Chen, Z. - Presenter, Penn State University
Fichthorn, K., Pennsylvania State University
Wiley, B., Duke University
Jun, M., Duke University
Fivefold-twinned Cu nanowires have promising applications in flexible electronics. These nanowires can be prepared using solution-phase synthesis, which typically involves metal salt precursors, reducing agents, and capping agents. Although there have been numerous observations of Cu nanowire growth in colloidal synthesis, the detailed mechanism remains elusive.

It has been proposed that the anisotropic growth of Cu nanowires is due to the preferential binding of the capping agent, hexadecylamine (HDA), to the {100} “sides” of the nanowires, but there is no direct experimental evidence to support this hypothesis. In addition, molecular-dynamics simulations indicate that HDA alone is unlikely to promote nanowire growth. Experimental studies show that the adsorption of Cl- on the nanowire surfaces may influence the binding of capping agent HDA in a facet-selective way. Here we investigate the cooperative role of chloride ions and HDA in promoting anisotropic nanocrystal growth, by studying their co-adsorption on Cu surfaces using first-principles, dispersion-corrected, density functional theory (DFT).

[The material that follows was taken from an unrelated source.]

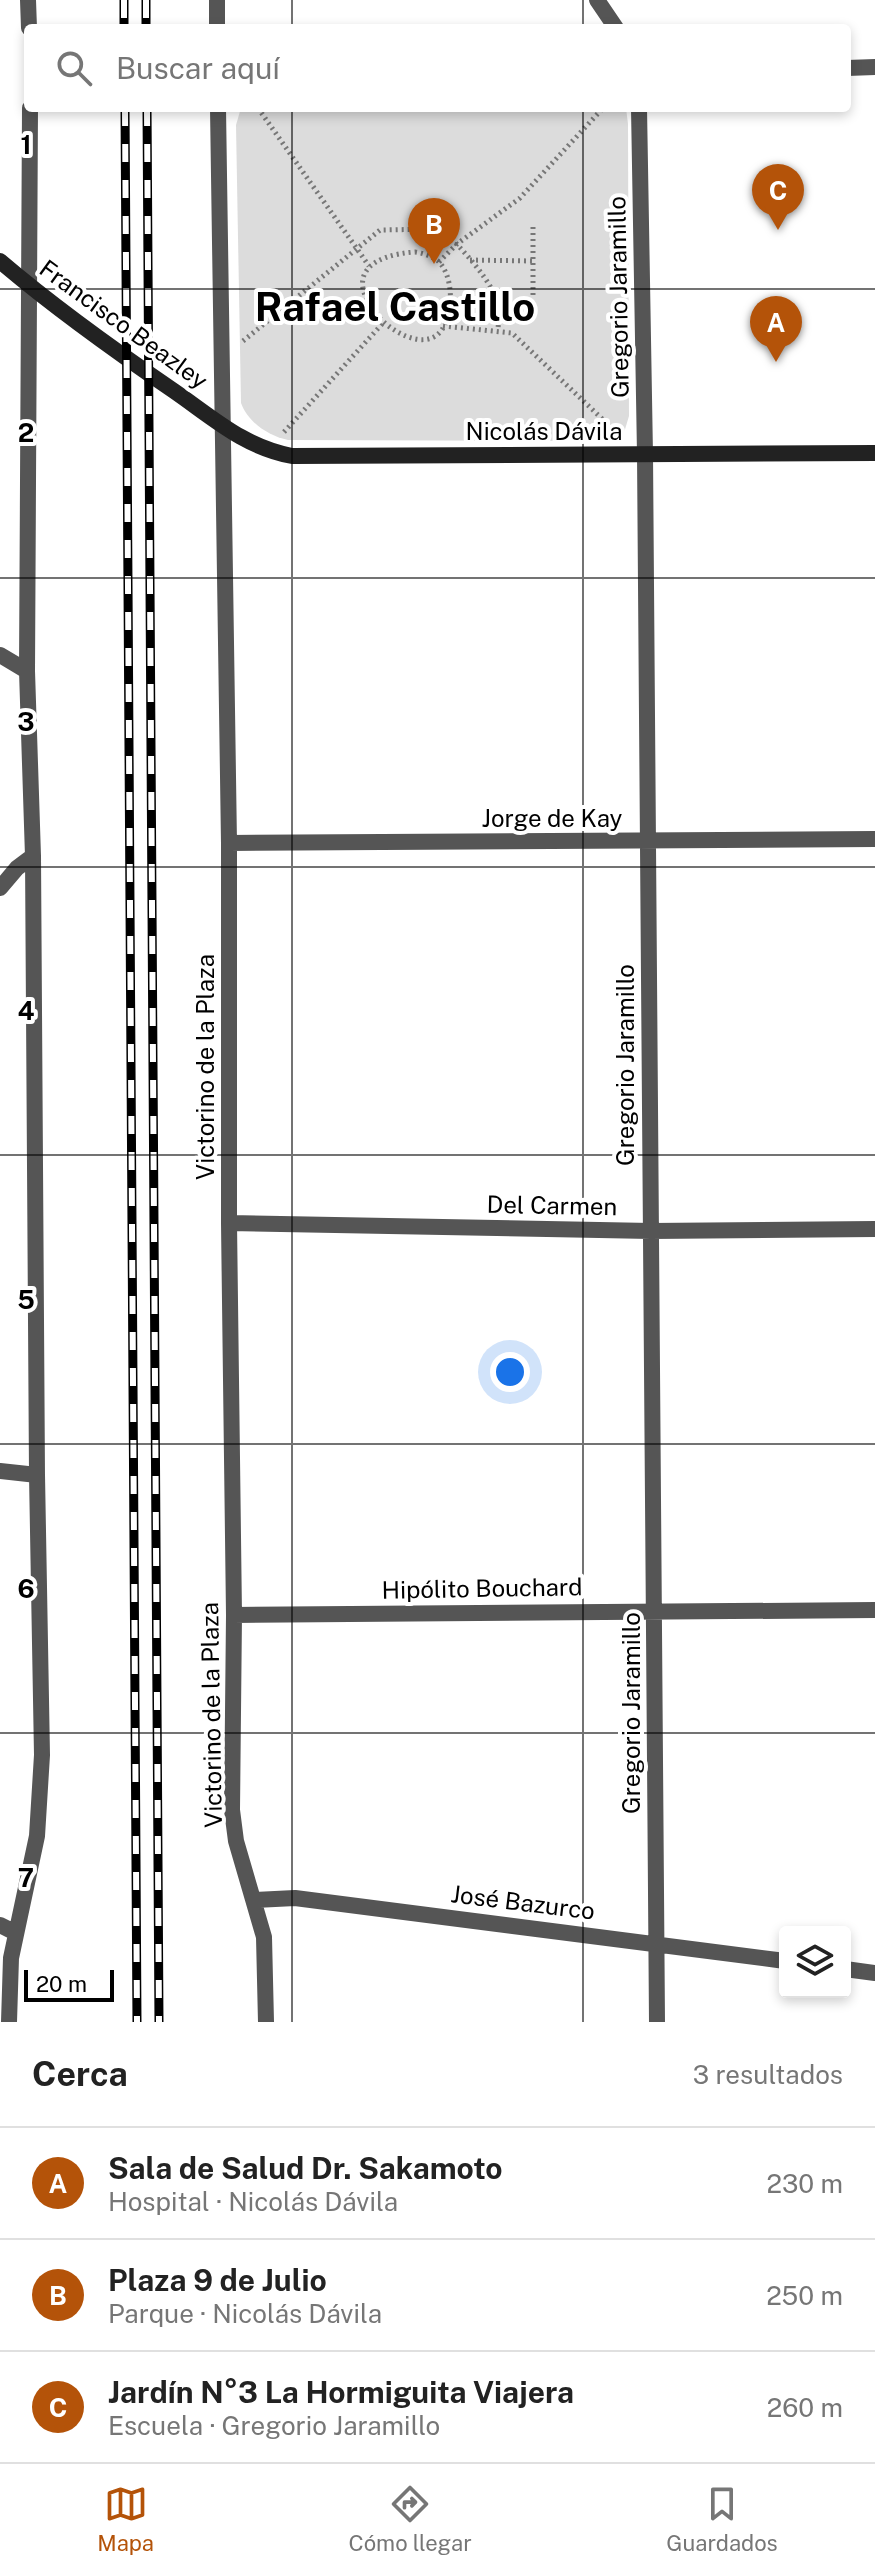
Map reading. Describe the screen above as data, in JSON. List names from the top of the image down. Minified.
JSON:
{"streets":{"street":["Gregorio Jaramillo","Francisco Beazley","Nicolás Dávila","Jorge de Kay","Victorino de la Plaza","Del Carmen","Hipólito Bouchard","José Bazurco"]},"crossings":[["Gregorio Jaramillo","Nicolás Dávila"],["Gregorio Jaramillo","Jorge de Kay"],["Gregorio Jaramillo","Del Carmen"],["Gregorio Jaramillo","Hipólito Bouchard"],["Gregorio Jaramillo","José Bazurco"],["Francisco Beazley","Nicolás Dávila"],["Francisco Beazley","Victorino de la Plaza"],["Nicolás Dávila","Victorino de la Plaza"],["Jorge de Kay","Victorino de la Plaza"],["Victorino de la Plaza","Del Carmen"],["Victorino de la Plaza","Hipólito Bouchard"],["Victorino de la Plaza","José Bazurco"]],"districts":["Rafael Castillo"],"scale_bar":"20 m","page":{"search":"Buscar aquí","pins":["C","B","A"],"scale":"20 m","heading":["Cerca","3 resultados"],"list":[{"mark":"A","name":"Sala de Salud Dr. Sakamoto","note":"Hospital · Nicolás Dávila","value":"230 m"},{"mark":"B","name":"Plaza 9 de Julio","note":"Parque · Nicolás Dávila","value":"250 m"},{"mark":"C","name":"Jardín N°3 La Hormiguita Viajera","note":"Escuela · Gregorio Jaramillo","value":"260 m"}],"nav":["Mapa","Cómo llegar","Guardados"]},"grid":{"rows":["1","2","3","4","5","6","7"]}}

DFT results show that both Cu(100) and Cu(111) are passivated by a HDA adlayer at low concentrations of Cl, while repulsive electrostatic interactions between adsorbed Cland HDA lead to the desorption of the HDA layer at higher concentrations of Cl. Desorption of the HDA layer occurs at a lower Cl coverage on Cu(111) than on Cu(100). Thus, free Cu atoms and other growth species can add to the open {111} facets, leading to the anisotropic growth, in agreement with synthetic results, as well as electrochemical results from single crystals of Cu.